Khartoum : premiers jours du ramadan. Après trois semaines de manifestations d’une rare intensité, le calme revient à peine. Depuis fin juin, à Khartoum et dans plusieurs autres villes telles Medani, Gedaref, Kosti, Nyala, Sennar et Dolga, les contestataires multipliaient des marches pacifiques, immanquablement réprimées par les autorités. Nettement moins médiatisée que celle du Caire, cette période de manifestations est malgré tout la plus importante pour le Soudan depuis des années. Plus de 1000 personnes auraient été détenues et l’on compte des centaines de blessés.

Le 30 juin marquait le 24e anniversaire du coup d’Etat par lequel Omar el-Béchir prit le pouvoir en 1989. Dans la capitale, plusieurs centaines de personnes manifestaient à la gare routière de Sherouani, à l’université de Khartoum et dans le district d’Al-Sajjana. La police a répondu avec ses méthodes habituelles : passages à tabac, arrestations et usage de gaz lacrymogène.

À Al-Sajjana, un meeting de partis d’opposition était empêché par la police et les Services de renseignement et de sécurité (NISS). Le soir, d’autres tentatives de manifestations ont avorté, comme dans la rue Al-Hurria (rue de la Liberté en arabe) et dans le district d’Abu Hamama, au sud de la capitale.

Violence policière

À Dolga (district de Jazira), plusieurs témoins déplorent une violence policière particulièrement forte. Selon Mohammed Hassan Ali (dit « Bushi »), un jeune activiste connu pour avoir pris à partie en 2011 le conseiller du président et ancien chef des NISS, Nafie Ali Nafie, lors d’un discours à l’université de Khartoum, « ils ont pénétré armés chez des gens et ont lancé des bombes lacrymogènes par les fenêtres de maisons où se trouvaient des familles. Des personnes âgées ont été violentées dans la rue ».

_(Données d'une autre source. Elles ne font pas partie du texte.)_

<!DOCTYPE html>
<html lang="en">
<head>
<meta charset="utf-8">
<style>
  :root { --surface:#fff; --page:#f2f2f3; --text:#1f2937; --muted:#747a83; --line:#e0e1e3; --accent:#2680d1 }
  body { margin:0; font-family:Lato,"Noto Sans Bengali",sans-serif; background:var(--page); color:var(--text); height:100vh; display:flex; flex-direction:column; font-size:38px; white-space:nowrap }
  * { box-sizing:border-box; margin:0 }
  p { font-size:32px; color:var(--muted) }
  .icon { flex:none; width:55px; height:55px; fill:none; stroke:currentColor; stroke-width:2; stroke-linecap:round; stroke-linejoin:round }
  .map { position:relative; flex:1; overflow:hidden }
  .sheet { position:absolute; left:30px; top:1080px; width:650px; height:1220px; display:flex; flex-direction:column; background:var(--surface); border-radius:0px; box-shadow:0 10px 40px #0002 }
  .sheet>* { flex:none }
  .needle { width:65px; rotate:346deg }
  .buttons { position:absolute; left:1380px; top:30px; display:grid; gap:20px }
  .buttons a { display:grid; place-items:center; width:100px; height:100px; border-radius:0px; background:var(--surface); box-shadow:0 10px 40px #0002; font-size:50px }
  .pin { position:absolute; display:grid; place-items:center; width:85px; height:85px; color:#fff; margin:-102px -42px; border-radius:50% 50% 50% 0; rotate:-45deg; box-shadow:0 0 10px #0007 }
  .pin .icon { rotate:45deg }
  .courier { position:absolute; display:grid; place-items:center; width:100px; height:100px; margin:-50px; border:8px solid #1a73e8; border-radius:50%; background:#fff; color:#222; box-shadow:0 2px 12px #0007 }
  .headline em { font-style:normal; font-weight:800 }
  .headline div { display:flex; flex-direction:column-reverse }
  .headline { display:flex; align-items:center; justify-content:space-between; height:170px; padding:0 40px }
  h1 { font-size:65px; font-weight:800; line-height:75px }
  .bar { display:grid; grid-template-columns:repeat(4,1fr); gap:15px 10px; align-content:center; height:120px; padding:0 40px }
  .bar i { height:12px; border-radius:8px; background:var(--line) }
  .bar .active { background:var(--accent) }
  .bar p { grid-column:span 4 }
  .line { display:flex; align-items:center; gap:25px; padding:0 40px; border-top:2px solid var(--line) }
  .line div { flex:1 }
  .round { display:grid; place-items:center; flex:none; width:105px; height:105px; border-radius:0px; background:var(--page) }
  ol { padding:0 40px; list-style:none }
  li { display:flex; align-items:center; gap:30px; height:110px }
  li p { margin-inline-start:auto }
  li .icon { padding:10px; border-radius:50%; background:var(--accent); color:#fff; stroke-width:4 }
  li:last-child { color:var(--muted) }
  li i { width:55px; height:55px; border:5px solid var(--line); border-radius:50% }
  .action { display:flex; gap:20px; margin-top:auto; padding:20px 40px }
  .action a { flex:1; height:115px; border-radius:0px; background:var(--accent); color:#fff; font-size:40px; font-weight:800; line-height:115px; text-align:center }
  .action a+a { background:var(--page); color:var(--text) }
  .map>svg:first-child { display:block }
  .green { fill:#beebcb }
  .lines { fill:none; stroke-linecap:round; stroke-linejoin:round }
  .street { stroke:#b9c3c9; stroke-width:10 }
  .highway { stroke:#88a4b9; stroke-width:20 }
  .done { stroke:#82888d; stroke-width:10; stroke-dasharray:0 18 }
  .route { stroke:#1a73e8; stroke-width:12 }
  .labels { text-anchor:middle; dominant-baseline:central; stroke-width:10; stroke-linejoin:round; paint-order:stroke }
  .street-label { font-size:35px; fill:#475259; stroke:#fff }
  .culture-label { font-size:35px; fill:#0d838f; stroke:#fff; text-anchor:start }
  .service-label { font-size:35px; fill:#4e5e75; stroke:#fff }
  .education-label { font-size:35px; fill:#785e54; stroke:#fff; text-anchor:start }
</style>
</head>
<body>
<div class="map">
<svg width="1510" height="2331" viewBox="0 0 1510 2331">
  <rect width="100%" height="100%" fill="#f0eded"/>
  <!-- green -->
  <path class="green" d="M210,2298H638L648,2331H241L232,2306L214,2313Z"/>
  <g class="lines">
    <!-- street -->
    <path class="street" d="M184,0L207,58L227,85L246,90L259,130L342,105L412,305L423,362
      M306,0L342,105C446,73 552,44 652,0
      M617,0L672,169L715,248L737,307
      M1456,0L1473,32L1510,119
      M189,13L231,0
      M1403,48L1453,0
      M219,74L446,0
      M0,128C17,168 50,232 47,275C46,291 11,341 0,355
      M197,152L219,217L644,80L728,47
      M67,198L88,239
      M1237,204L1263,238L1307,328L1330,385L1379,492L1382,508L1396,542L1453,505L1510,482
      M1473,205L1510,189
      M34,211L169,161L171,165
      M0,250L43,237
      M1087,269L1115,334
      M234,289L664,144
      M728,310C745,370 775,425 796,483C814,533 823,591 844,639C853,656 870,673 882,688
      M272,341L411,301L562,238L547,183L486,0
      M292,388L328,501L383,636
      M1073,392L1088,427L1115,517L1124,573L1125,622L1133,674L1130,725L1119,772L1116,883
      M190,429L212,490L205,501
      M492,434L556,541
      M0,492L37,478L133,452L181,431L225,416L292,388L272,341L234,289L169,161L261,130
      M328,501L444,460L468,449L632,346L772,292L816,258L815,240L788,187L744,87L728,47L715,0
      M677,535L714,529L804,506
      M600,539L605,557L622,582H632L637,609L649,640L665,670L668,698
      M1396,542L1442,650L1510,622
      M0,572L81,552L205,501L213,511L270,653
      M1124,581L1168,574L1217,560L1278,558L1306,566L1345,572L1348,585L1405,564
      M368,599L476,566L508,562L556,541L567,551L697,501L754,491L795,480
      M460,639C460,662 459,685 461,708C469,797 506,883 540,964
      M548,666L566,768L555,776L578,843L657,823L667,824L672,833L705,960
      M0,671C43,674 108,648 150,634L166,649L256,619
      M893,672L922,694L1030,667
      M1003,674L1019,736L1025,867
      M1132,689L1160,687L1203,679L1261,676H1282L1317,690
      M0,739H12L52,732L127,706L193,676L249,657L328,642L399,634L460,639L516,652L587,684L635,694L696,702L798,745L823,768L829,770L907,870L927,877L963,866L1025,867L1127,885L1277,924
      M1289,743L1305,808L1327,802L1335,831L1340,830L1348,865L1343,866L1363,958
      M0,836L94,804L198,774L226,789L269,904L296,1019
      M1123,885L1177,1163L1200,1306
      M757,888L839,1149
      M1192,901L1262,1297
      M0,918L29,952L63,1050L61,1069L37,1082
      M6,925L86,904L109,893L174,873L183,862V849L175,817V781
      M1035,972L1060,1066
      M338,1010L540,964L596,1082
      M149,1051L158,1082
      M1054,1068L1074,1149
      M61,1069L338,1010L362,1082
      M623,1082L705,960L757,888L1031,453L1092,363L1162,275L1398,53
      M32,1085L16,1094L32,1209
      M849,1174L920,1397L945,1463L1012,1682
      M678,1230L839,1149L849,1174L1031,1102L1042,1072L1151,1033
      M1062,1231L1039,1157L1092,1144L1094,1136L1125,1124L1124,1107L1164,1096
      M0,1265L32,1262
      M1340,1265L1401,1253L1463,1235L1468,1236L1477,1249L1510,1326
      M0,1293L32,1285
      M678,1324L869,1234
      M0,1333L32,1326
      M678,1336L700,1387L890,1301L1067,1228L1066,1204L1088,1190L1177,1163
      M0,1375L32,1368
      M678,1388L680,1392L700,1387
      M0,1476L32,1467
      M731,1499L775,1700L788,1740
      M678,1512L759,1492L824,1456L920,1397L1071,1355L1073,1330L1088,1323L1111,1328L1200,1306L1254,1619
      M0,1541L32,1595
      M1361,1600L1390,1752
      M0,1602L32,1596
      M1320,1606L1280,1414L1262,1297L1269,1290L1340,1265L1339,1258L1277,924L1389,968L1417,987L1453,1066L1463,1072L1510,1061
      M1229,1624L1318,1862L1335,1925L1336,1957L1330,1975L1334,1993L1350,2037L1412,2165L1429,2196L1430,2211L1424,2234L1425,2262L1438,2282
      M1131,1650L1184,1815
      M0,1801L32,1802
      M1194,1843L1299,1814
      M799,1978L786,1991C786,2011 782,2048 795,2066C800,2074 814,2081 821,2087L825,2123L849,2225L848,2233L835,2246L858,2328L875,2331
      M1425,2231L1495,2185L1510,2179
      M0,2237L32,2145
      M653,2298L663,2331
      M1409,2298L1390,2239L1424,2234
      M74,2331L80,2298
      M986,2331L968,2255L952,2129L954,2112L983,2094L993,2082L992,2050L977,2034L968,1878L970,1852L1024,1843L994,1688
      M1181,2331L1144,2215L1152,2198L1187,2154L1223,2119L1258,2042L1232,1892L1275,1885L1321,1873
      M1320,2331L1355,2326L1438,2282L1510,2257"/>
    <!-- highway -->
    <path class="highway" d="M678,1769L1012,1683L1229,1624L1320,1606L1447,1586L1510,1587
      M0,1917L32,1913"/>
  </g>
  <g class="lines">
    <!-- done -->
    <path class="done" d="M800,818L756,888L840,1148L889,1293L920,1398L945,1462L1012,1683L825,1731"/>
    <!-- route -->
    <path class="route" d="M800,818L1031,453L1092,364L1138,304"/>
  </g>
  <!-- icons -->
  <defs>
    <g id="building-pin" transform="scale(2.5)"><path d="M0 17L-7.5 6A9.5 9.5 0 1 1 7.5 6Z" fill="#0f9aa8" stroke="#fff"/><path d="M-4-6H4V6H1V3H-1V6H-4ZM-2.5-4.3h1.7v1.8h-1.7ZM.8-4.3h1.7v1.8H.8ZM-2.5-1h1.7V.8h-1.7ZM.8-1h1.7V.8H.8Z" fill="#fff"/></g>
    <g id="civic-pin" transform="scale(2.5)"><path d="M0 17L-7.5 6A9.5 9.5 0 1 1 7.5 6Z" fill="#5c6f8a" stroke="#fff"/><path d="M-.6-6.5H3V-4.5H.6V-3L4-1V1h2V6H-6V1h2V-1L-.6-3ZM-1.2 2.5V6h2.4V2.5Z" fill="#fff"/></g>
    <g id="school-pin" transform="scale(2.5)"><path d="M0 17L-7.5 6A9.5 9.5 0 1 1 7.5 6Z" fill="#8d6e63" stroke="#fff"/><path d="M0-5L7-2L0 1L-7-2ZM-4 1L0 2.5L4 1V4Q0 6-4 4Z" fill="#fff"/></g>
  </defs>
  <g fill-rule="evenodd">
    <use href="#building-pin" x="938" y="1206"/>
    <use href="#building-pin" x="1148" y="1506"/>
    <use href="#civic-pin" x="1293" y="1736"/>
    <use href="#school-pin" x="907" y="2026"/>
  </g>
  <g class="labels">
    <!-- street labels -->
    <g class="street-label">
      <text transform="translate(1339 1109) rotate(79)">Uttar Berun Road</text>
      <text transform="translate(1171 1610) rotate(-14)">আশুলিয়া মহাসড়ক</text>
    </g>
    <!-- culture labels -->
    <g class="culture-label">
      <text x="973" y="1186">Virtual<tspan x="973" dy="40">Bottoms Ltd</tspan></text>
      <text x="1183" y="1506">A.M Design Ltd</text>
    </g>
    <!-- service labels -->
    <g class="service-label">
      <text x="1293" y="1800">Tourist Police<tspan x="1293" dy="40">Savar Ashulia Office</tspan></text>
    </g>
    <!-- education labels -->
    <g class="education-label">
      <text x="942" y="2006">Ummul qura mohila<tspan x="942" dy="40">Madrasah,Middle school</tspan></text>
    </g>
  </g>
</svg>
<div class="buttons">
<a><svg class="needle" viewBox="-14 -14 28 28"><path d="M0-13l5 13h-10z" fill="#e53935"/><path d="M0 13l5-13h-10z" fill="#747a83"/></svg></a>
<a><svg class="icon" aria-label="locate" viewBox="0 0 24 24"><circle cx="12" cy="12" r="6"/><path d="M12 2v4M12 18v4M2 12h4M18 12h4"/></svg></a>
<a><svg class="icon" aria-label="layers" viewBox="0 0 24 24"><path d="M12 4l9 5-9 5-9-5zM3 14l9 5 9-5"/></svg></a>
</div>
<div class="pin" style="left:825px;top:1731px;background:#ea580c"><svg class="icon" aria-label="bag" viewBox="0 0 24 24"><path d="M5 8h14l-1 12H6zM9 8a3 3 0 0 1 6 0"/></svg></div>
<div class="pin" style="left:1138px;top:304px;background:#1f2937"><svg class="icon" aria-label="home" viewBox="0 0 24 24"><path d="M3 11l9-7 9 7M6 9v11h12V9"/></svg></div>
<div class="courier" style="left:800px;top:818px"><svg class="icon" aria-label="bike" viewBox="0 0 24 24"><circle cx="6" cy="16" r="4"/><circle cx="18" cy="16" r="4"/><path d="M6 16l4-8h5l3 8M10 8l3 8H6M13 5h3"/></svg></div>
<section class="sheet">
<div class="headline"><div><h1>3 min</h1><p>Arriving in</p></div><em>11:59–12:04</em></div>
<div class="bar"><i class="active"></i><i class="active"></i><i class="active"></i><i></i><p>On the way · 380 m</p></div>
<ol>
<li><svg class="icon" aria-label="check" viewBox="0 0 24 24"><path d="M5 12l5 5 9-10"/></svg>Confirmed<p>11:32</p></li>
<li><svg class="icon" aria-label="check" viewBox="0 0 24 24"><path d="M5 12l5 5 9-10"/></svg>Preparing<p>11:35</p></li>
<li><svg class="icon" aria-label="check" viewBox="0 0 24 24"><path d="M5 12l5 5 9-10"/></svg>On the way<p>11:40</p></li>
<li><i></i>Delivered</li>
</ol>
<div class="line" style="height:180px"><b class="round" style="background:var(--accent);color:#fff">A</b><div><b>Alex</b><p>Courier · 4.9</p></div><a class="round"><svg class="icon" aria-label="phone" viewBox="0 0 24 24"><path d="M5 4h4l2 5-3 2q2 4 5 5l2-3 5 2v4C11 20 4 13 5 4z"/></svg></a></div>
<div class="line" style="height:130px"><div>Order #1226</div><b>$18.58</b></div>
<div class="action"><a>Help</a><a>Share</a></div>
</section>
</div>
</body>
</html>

« Avant le 30 juin, les NISS ont procédé à de nombreuses arrestations afin d’enrayer toute possibilité de mobilisation massive. En deux ou trois jours, au moins 21 amis ont été arrêtés au saut du lit, vers 2 heures du matin », témoigne Bushi qui, arrêté et torturé plusieurs fois par le passé, garde des séquelles aux jambes et au dos. « Ils m’attendaient aussi devant chez moi, je les ai évités de justesse. » Les personnes arrêtées par les NISS sont en général détenues dans des « prisons fantômes », et leurs proches n’ont aucun droit de demander de leurs nouvelles.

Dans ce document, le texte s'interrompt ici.